Exercise prompt → From the entries below, output the line with "line-height:1.15; -webkit-text-stroke:8px #fdfcf7;" and each following line up to and including the line with "position:absolute; left:1313px; top:16px;", exactly as written.

Data for this task →
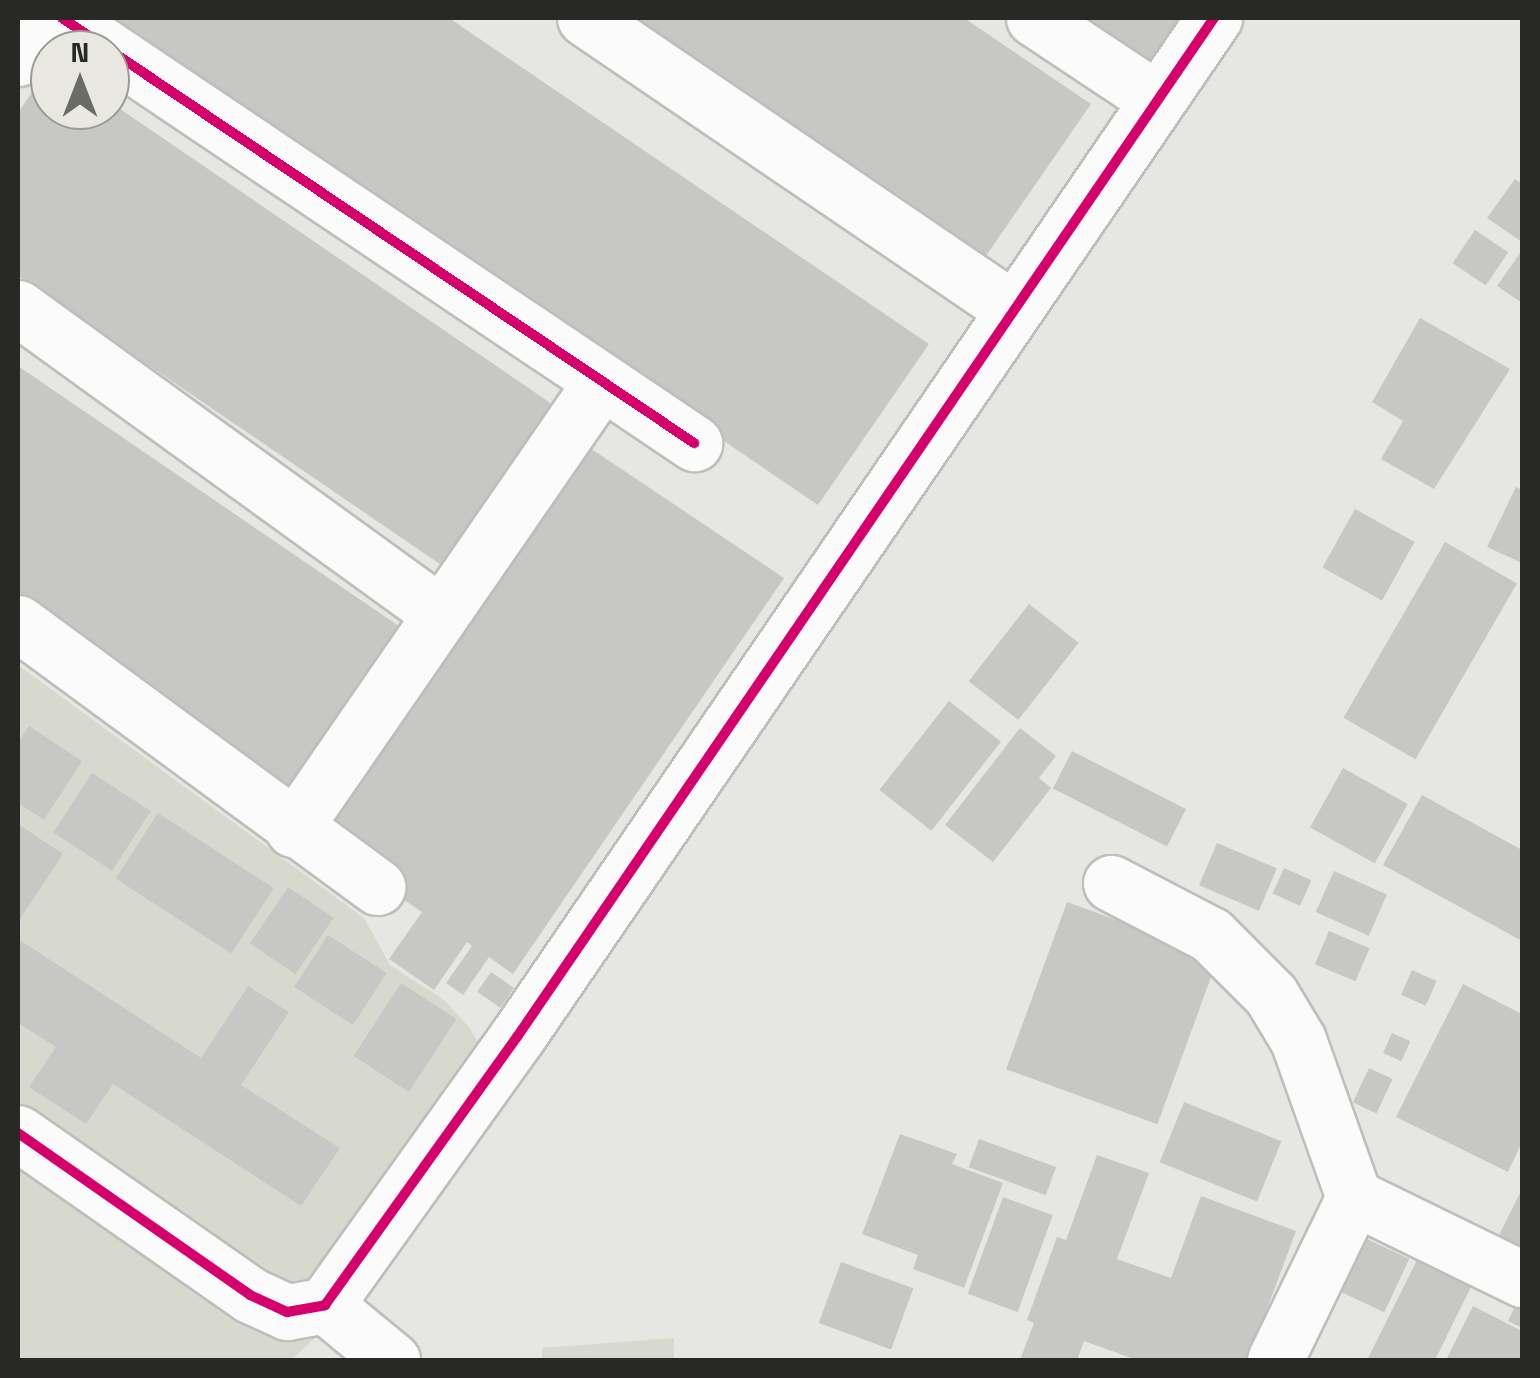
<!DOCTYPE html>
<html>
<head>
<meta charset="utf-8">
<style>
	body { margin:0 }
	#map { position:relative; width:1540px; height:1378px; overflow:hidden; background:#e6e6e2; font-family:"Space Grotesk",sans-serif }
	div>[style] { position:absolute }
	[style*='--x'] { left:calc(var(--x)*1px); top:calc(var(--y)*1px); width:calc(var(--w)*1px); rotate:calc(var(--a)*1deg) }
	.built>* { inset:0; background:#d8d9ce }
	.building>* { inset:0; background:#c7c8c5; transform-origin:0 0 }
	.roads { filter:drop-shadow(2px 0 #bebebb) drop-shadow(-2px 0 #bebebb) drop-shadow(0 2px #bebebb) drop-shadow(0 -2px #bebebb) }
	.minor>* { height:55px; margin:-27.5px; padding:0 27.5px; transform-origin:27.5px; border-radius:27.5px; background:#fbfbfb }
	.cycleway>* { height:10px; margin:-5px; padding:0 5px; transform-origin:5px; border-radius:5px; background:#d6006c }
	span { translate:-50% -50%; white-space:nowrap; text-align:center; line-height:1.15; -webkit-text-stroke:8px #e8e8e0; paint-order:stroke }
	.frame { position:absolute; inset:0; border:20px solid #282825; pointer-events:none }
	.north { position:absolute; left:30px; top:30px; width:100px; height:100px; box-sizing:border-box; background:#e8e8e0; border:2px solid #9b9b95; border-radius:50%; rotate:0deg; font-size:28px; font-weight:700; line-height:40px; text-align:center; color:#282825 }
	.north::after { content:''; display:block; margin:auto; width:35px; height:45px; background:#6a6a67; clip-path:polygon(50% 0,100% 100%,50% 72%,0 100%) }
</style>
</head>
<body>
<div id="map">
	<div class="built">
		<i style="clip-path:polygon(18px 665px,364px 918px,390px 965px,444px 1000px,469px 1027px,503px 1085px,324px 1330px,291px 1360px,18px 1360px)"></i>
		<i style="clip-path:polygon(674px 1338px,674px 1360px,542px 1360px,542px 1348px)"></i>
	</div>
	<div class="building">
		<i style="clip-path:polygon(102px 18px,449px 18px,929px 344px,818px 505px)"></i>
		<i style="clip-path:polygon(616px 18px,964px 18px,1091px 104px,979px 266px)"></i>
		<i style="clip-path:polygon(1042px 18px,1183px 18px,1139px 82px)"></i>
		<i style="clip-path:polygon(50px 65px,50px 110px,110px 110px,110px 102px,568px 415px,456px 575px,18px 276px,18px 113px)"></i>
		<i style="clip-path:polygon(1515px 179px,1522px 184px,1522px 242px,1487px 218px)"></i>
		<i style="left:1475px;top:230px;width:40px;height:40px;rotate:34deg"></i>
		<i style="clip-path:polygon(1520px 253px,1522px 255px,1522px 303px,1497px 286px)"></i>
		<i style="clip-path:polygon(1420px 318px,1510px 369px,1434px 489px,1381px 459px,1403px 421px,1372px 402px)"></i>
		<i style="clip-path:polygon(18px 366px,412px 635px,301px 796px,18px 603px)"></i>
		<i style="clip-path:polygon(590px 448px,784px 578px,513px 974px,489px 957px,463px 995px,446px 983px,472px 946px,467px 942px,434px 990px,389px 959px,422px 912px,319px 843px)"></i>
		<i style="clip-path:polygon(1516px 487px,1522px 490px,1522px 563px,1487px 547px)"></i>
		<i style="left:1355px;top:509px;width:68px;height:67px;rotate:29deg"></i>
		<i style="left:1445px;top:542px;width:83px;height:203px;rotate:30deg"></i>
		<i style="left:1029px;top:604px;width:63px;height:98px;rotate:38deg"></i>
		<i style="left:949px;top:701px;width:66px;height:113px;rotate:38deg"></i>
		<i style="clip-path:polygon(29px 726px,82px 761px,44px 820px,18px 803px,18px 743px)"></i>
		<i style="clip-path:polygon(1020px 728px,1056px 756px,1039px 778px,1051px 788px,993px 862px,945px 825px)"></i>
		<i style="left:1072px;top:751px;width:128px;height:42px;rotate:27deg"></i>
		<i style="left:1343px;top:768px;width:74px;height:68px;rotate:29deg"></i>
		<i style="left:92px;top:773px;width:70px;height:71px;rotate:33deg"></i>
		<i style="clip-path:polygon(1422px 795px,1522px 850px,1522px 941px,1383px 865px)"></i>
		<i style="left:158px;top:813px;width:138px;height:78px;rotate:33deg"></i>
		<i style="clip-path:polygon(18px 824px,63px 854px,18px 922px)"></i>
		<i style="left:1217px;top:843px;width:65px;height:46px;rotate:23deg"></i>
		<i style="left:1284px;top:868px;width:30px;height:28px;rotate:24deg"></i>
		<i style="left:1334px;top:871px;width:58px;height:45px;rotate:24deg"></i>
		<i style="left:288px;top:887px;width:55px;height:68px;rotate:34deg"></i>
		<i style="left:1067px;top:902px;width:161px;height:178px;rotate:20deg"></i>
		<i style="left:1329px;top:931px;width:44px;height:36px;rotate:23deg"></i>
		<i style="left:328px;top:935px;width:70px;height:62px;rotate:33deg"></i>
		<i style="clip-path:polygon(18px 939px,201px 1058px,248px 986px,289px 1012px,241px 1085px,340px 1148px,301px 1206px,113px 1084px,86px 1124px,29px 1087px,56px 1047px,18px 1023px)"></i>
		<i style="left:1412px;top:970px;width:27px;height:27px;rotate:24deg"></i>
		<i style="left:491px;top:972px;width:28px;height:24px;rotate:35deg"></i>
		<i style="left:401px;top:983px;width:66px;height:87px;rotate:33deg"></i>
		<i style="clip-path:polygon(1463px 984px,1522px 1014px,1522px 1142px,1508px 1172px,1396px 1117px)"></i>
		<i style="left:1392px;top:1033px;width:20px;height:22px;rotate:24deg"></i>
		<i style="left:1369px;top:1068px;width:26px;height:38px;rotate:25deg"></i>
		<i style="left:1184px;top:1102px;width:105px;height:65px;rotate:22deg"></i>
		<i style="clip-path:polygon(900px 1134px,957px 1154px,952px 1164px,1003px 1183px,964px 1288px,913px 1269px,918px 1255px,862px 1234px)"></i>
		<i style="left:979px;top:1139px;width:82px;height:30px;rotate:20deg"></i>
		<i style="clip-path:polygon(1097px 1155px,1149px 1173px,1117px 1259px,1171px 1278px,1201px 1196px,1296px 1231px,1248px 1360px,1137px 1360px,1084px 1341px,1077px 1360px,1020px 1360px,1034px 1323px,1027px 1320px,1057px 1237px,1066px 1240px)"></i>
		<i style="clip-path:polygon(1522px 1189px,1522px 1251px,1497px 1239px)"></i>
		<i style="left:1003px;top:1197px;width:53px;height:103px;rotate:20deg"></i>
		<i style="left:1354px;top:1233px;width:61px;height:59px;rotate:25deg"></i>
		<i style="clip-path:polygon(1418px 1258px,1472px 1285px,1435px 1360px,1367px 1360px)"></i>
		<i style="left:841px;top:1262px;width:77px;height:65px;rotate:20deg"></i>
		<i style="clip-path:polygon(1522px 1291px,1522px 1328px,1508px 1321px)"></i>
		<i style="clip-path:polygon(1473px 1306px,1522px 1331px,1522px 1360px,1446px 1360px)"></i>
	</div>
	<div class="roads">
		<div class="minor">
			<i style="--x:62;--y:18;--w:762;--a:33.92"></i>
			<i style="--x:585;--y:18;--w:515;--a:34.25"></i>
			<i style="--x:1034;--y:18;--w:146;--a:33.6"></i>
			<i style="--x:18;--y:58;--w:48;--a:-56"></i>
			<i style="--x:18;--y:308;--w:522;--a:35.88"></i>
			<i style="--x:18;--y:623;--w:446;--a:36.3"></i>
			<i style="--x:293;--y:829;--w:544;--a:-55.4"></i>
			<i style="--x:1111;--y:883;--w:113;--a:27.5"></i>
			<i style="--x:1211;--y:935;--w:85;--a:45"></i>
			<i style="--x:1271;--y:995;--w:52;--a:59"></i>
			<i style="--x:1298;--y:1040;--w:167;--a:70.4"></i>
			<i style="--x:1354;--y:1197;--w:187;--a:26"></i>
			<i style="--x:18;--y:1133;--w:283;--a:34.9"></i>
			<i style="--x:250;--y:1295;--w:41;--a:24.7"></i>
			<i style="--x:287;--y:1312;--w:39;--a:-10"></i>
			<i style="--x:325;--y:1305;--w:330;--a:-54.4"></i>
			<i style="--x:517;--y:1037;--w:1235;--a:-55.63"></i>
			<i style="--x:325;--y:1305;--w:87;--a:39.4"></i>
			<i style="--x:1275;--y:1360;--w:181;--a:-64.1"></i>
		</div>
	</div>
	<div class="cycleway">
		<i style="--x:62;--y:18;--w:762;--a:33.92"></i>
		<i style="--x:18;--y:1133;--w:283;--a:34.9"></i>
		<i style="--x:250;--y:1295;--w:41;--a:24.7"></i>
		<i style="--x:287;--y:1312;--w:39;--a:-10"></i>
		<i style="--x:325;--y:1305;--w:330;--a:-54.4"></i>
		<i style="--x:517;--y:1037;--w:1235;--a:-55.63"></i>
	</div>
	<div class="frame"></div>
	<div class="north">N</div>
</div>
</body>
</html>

==

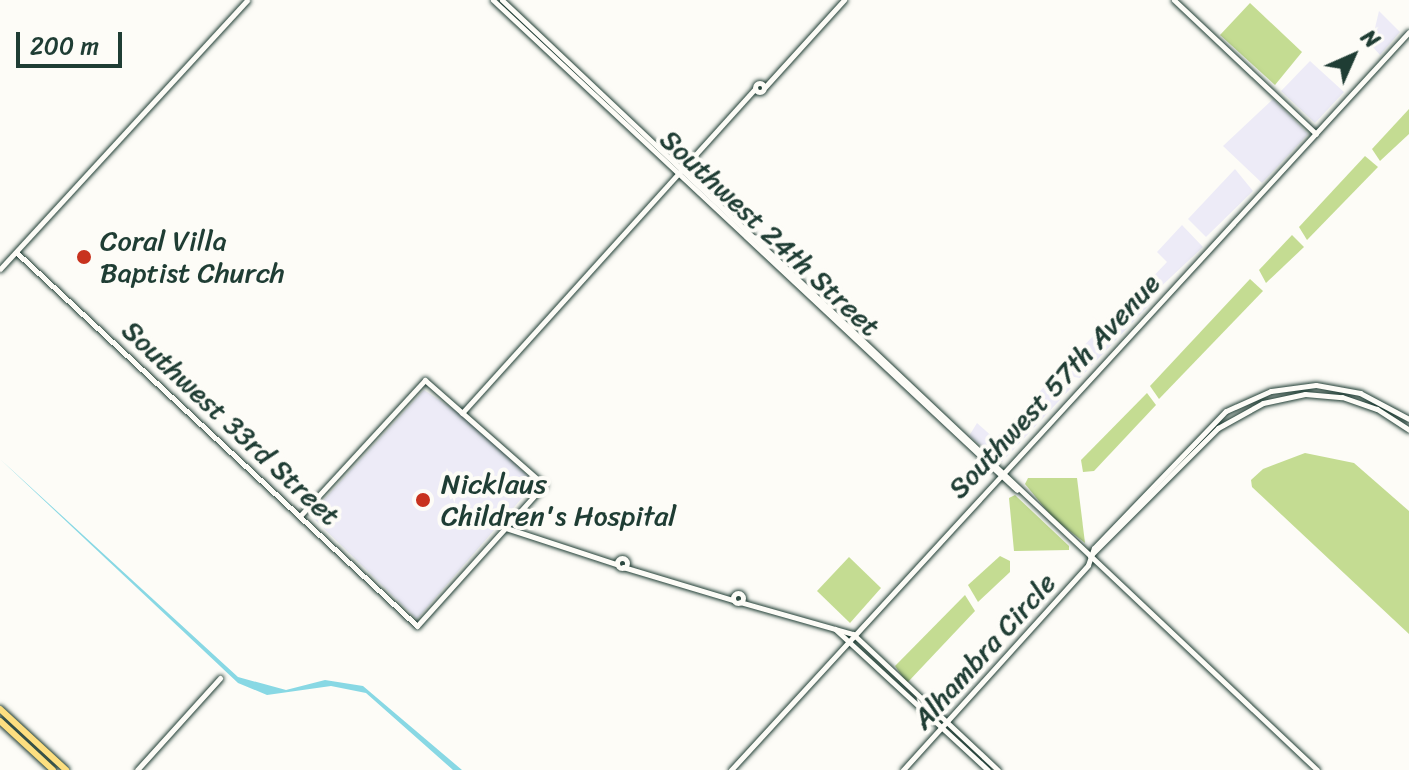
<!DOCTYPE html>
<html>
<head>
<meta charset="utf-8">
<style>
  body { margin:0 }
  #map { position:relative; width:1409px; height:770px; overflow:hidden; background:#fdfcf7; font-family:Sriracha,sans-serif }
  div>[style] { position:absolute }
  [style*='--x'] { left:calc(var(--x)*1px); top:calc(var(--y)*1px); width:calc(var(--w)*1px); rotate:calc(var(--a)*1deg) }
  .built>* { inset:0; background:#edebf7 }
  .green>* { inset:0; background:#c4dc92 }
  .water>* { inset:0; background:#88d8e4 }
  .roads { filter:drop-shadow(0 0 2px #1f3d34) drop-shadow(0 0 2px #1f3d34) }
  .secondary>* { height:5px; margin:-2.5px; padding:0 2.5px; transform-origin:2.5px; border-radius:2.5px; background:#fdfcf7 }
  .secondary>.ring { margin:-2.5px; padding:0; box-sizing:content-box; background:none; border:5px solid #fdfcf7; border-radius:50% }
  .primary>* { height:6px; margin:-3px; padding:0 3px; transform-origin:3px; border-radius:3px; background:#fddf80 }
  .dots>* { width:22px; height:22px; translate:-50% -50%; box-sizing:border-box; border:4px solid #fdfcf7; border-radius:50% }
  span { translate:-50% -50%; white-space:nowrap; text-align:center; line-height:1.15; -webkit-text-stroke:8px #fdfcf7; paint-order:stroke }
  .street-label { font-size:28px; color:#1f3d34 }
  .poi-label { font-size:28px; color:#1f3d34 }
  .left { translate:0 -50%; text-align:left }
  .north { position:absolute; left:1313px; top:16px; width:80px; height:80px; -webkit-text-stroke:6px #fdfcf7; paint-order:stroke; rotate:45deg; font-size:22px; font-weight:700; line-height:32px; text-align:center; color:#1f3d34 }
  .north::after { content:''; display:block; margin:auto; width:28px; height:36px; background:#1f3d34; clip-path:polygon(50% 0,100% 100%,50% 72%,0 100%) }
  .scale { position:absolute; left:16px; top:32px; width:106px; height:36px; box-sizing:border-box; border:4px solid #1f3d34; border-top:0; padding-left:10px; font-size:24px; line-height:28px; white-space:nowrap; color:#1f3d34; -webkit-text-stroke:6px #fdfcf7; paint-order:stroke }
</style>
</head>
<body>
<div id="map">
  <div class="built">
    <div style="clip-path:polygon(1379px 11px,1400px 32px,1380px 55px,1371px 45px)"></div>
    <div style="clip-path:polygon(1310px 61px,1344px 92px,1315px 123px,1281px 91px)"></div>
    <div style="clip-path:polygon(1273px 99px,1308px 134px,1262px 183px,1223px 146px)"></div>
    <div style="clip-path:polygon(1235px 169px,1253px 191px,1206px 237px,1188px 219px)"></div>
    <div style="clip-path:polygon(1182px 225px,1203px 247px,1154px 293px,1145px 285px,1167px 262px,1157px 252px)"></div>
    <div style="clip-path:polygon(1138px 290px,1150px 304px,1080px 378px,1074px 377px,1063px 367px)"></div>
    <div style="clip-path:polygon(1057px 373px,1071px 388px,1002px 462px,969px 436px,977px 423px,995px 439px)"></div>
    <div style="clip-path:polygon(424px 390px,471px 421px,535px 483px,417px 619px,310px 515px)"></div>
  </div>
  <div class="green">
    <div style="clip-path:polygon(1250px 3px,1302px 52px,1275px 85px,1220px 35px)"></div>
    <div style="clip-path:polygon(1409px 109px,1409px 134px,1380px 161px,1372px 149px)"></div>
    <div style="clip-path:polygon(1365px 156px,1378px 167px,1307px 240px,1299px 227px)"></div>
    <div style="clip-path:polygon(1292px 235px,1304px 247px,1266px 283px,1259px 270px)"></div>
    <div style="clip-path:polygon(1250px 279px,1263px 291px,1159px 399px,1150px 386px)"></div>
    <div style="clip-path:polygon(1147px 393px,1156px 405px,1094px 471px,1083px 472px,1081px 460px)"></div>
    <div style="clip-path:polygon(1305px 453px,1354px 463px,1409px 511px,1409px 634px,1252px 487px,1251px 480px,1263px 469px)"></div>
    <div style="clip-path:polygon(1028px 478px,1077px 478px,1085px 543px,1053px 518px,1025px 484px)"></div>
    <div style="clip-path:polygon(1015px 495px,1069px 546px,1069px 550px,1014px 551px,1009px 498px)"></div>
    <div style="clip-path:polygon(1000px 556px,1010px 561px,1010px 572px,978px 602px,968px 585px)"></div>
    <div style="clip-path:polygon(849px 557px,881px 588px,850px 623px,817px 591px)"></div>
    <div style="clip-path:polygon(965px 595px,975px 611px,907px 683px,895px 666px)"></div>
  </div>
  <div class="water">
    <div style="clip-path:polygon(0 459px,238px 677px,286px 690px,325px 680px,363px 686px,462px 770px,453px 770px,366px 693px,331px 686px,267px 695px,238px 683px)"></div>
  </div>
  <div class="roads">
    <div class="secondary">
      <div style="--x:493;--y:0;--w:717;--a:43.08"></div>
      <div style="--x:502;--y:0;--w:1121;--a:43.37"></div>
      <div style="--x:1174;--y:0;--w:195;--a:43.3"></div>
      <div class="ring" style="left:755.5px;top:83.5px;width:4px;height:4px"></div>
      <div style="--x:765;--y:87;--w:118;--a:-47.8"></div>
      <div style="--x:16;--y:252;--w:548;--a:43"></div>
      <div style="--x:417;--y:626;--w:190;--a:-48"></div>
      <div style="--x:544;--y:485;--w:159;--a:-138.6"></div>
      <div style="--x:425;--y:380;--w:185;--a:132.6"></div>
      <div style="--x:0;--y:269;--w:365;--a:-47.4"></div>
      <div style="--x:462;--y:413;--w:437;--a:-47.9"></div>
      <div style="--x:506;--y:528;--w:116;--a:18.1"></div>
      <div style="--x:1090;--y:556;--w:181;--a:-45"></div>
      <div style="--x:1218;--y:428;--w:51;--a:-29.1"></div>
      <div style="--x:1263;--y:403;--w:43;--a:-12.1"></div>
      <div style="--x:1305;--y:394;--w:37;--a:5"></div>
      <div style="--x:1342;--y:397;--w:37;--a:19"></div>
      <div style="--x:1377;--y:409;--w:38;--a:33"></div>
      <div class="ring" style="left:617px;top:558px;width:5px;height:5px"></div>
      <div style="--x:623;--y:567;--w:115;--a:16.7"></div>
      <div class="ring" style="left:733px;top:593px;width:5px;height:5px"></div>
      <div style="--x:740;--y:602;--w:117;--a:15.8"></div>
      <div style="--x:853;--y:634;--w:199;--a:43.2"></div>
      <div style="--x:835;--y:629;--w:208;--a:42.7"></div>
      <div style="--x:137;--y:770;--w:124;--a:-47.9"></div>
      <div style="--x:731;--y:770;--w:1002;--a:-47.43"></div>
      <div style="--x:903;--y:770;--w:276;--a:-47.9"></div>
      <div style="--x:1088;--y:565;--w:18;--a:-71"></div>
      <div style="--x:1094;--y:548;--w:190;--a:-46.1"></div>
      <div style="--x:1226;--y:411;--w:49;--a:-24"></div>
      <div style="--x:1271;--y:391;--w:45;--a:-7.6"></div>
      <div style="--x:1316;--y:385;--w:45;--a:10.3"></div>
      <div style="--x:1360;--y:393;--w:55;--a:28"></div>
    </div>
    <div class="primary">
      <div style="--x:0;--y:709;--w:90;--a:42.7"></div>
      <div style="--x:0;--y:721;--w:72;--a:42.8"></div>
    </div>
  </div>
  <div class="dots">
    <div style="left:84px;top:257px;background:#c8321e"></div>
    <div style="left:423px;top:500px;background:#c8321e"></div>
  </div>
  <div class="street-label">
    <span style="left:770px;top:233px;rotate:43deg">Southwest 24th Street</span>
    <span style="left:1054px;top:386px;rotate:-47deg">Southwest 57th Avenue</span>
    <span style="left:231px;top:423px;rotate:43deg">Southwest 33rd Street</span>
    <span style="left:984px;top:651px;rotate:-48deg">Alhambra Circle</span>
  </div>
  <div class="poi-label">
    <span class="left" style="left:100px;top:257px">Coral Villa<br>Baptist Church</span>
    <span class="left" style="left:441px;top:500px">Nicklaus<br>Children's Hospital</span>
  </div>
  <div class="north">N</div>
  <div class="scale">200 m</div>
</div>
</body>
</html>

Completed exercise →
  span { translate:-50% -50%; white-space:nowrap; text-align:center; line-height:1.15; -webkit-text-stroke:8px #fdfcf7; paint-order:stroke }
  .street-label { font-size:28px; color:#1f3d34 }
  .poi-label { font-size:28px; color:#1f3d34 }
  .left { translate:0 -50%; text-align:left }
  .north { position:absolute; left:1313px; top:16px; width:80px; height:80px; -webkit-text-stroke:6px #fdfcf7; paint-order:stroke; rotate:45deg; font-size:22px; font-weight:700; line-height:32px; text-align:center; color:#1f3d34 }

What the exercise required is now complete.